O selecionador dos Estados Unidos reconheceu que será difícil convencer os adeptos de que há aspetos positivos a retirar da derrota, mas acrescentou: “Por vezes, sentir a dor faz bem.”

“Acredito que houve muitos aspetos positivos e, com este tipo de resultados, é melhor que aconteça agora.”

Os Estados Unidos jogaram sem o defesa central de referência Chris Richards e o médio centro Tyler Adams, ambos lesionados, o que se refletiu numa menor agressividade em certos momentos.

“Faltou-nos agressividade”, acrescentou Pochettino: “Mas no momento em que igualámos a intensidade da Bélgica, estivemos ao mesmo nível ou até melhor. O problema foi manter essa intensidade.”

Os norte-americanos dispuseram de oportunidades e, em particular, destacou-se um falhanço flagrante do capitão Christian Pulisic em frente à baliza. Depois de se desembaraçar com grande classe, rematou muito ao lado quando tinha o golo à mercê.
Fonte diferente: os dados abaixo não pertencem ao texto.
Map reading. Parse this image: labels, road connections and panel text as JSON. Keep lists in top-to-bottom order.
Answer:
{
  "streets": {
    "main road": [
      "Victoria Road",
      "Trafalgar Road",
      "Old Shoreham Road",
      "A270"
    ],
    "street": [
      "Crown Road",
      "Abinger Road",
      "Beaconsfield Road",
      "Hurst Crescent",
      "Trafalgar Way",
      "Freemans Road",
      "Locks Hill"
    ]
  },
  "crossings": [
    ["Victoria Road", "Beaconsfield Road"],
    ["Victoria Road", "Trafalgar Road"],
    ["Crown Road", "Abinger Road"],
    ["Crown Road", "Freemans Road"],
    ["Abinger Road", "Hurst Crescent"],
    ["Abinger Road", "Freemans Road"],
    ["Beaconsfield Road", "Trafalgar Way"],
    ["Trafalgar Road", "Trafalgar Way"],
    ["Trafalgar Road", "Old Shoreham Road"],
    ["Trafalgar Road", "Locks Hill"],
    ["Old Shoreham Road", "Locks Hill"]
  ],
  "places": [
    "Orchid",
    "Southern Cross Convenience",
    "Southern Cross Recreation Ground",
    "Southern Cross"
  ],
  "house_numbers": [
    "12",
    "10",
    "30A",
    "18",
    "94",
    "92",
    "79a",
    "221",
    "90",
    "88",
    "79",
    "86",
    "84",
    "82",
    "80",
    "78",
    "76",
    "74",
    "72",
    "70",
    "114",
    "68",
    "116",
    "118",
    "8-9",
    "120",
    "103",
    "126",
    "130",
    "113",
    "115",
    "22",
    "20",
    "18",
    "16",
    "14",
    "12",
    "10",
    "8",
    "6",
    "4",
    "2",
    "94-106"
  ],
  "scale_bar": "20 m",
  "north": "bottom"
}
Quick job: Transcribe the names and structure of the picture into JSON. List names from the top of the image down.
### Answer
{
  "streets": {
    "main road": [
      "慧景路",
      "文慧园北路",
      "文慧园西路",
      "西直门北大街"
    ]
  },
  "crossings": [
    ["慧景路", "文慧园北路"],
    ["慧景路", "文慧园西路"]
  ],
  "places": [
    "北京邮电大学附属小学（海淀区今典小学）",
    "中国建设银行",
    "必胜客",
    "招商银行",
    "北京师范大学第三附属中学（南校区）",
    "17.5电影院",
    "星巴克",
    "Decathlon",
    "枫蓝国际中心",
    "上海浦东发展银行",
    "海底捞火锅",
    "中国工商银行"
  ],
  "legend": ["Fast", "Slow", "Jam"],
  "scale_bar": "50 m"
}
A Bélgica respondeu de imediato e passou para a frente, 2-1, depois de os Estados Unidos terem inaugurado o marcador.

“É frustrante para mim, tem sido uma fase complicada. Mas sinto-me confiante na forma como estou a jogar”, afirmou Pulisic.

Deverá ser um dos jogadores-chave dos Estados Unidos, cuja participação no Mundial começa a 12 de junho frente ao Paraguai, em Los Angeles.

“Estou a criar oportunidades. Por isso, só tenho de manter uma atitude positiva e continuar”, afirmou.

Os norte-americanos são coanfitriões do Mundial, que decorre de 11 de junho a 19 de julho, juntamente com o Canadá e o México.